*ASSIGNMENT*: Please give the entries below again exactly, omitting every picture.
= = =
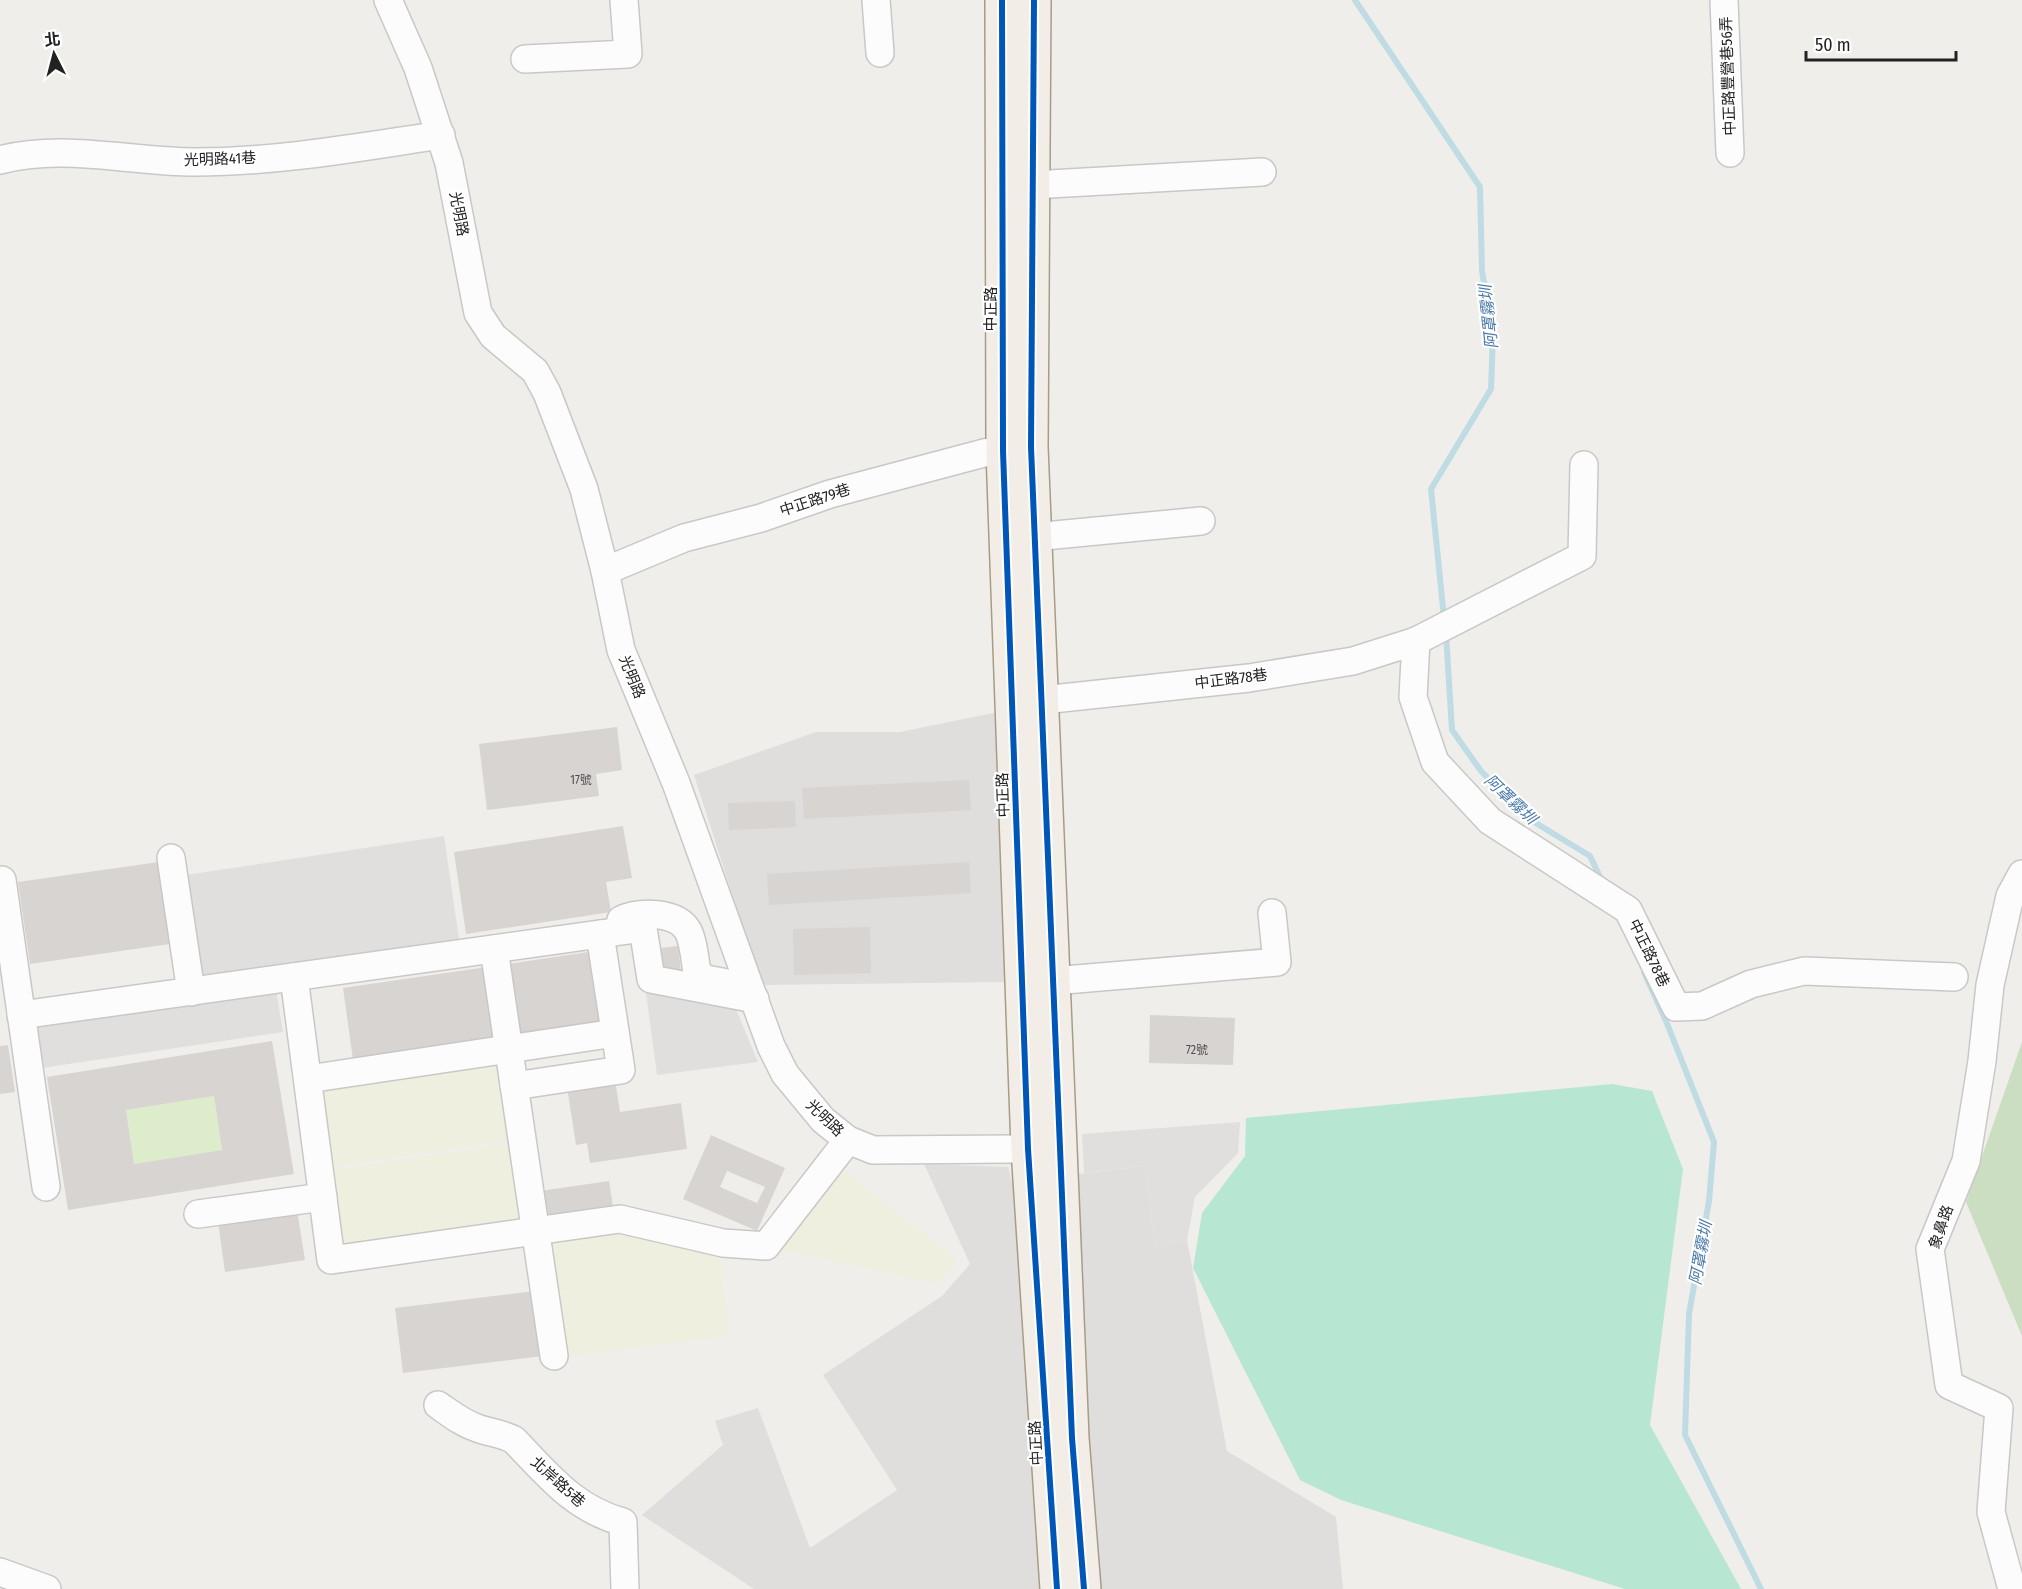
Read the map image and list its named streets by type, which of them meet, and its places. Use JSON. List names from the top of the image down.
{
  "streets": {
    "main road": ["中正路"],
    "street": [
      "中正路豐營巷56弄",
      "光明路41巷",
      "光明路",
      "中正路79巷",
      "中正路78巷",
      "象鼻路",
      "北岸路5巷"
    ]
  },
  "crossings": [
    ["光明路41巷", "光明路"],
    ["光明路", "中正路"],
    ["光明路", "中正路79巷"],
    ["中正路", "中正路79巷"],
    ["中正路", "中正路78巷"]
  ],
  "water": ["阿罩霧圳"],
  "house_numbers": ["17號", "72號"],
  "scale_bar": "50 m",
  "north": "top"
}
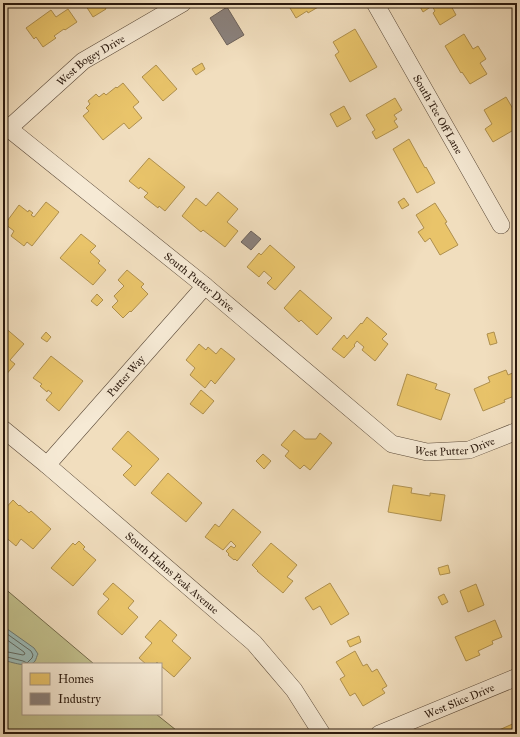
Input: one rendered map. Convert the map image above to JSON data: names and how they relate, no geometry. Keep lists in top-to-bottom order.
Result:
{
  "streets": {
    "street": [
      "West Bogey Drive",
      "South Tee Off Lane",
      "South Putter Drive",
      "Putter Way",
      "West Putter Drive",
      "South Hahns Peak Avenue",
      "West Slice Drive"
    ]
  },
  "crossings": [
    ["West Bogey Drive", "South Putter Drive"],
    ["South Putter Drive", "Putter Way"],
    ["South Putter Drive", "West Putter Drive"],
    ["Putter Way", "South Hahns Peak Avenue"]
  ],
  "legend": ["Homes", "Industry"]
}
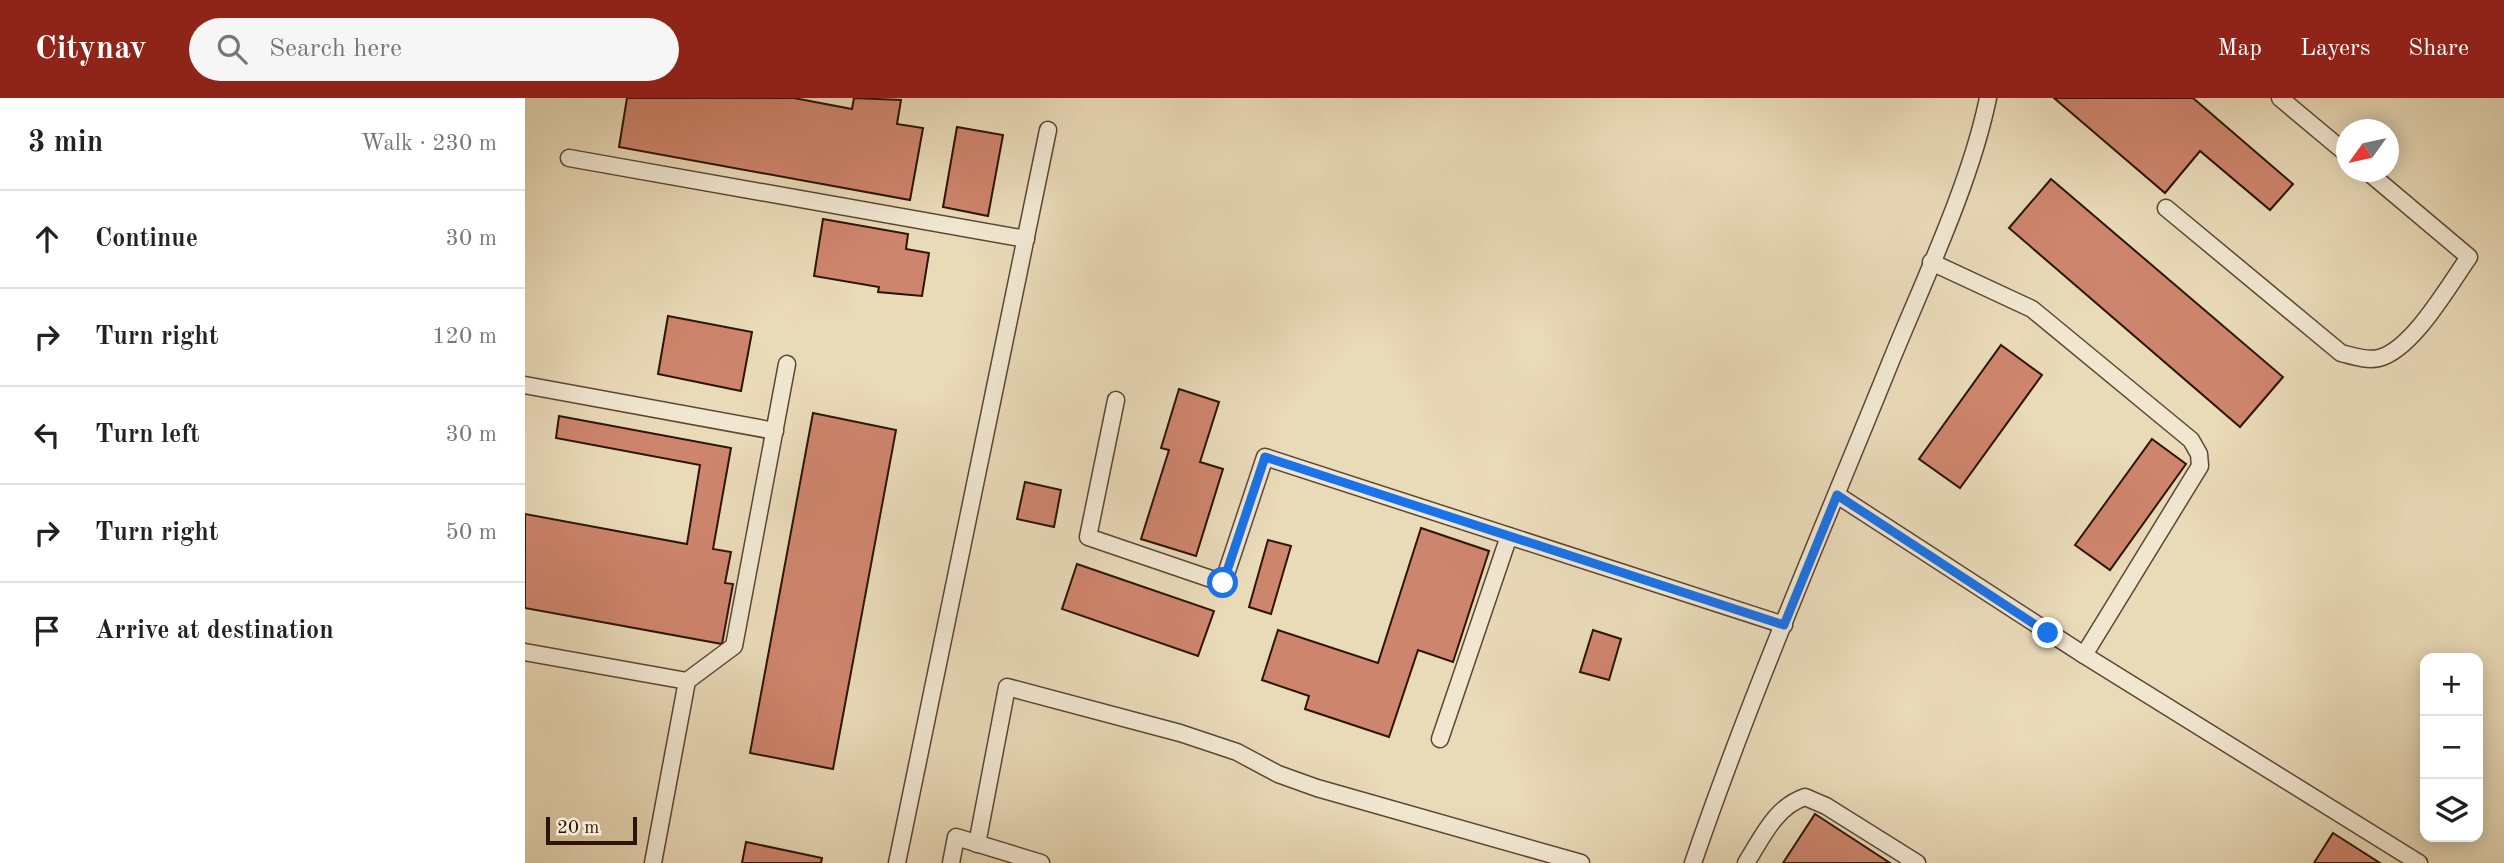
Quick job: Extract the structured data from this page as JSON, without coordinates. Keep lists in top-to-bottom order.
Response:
{
  "scale_bar": "20 m",
  "north": "bottom left",
  "page": {
    "header": "Citynav",
    "search": "Search here",
    "nav": ["Map", "Layers", "Share"],
    "heading": ["3 min", "Walk · 230 m"],
    "list": [
      ["Continue", "30 m"],
      ["Turn right", "120 m"],
      ["Turn left", "30 m"],
      ["Turn right", "50 m"],
      "Arrive at destination"
    ],
    "map_buttons": ["+", "−"],
    "scale": "20 m"
  }
}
= = =
*RESPONSE TO THE TASK*:
Read the map image and list its named streets by type, which of them meet, and its places. Use JSON. List names from the top of the image down.
{
  "streets": {
    "main road": ["中正路"],
    "street": [
      "中正路豐營巷56弄",
      "光明路41巷",
      "光明路",
      "中正路79巷",
      "中正路78巷",
      "象鼻路",
      "北岸路5巷"
    ]
  },
  "crossings": [
    ["光明路41巷", "光明路"],
    ["光明路", "中正路"],
    ["光明路", "中正路79巷"],
    ["中正路", "中正路79巷"],
    ["中正路", "中正路78巷"]
  ],
  "water": ["阿罩霧圳"],
  "house_numbers": ["17號", "72號"],
  "scale_bar": "50 m",
  "north": "top"
}
Input: one rendered map. Convert the map image above to JSON data: names and how they relate, no geometry. Keep lists in top-to-bottom order.
Result:
{
  "streets": {
    "street": [
      "West Bogey Drive",
      "South Tee Off Lane",
      "South Putter Drive",
      "Putter Way",
      "West Putter Drive",
      "South Hahns Peak Avenue",
      "West Slice Drive"
    ]
  },
  "crossings": [
    ["West Bogey Drive", "South Putter Drive"],
    ["South Putter Drive", "Putter Way"],
    ["South Putter Drive", "West Putter Drive"],
    ["Putter Way", "South Hahns Peak Avenue"]
  ],
  "legend": ["Homes", "Industry"]
}
Quick job: Extract the structured data from this page as JSON, without coordinates. Keep lists in top-to-bottom order.
Response:
{
  "scale_bar": "20 m",
  "north": "bottom left",
  "page": {
    "header": "Citynav",
    "search": "Search here",
    "nav": ["Map", "Layers", "Share"],
    "heading": ["3 min", "Walk · 230 m"],
    "list": [
      ["Continue", "30 m"],
      ["Turn right", "120 m"],
      ["Turn left", "30 m"],
      ["Turn right", "50 m"],
      "Arrive at destination"
    ],
    "map_buttons": ["+", "−"],
    "scale": "20 m"
  }
}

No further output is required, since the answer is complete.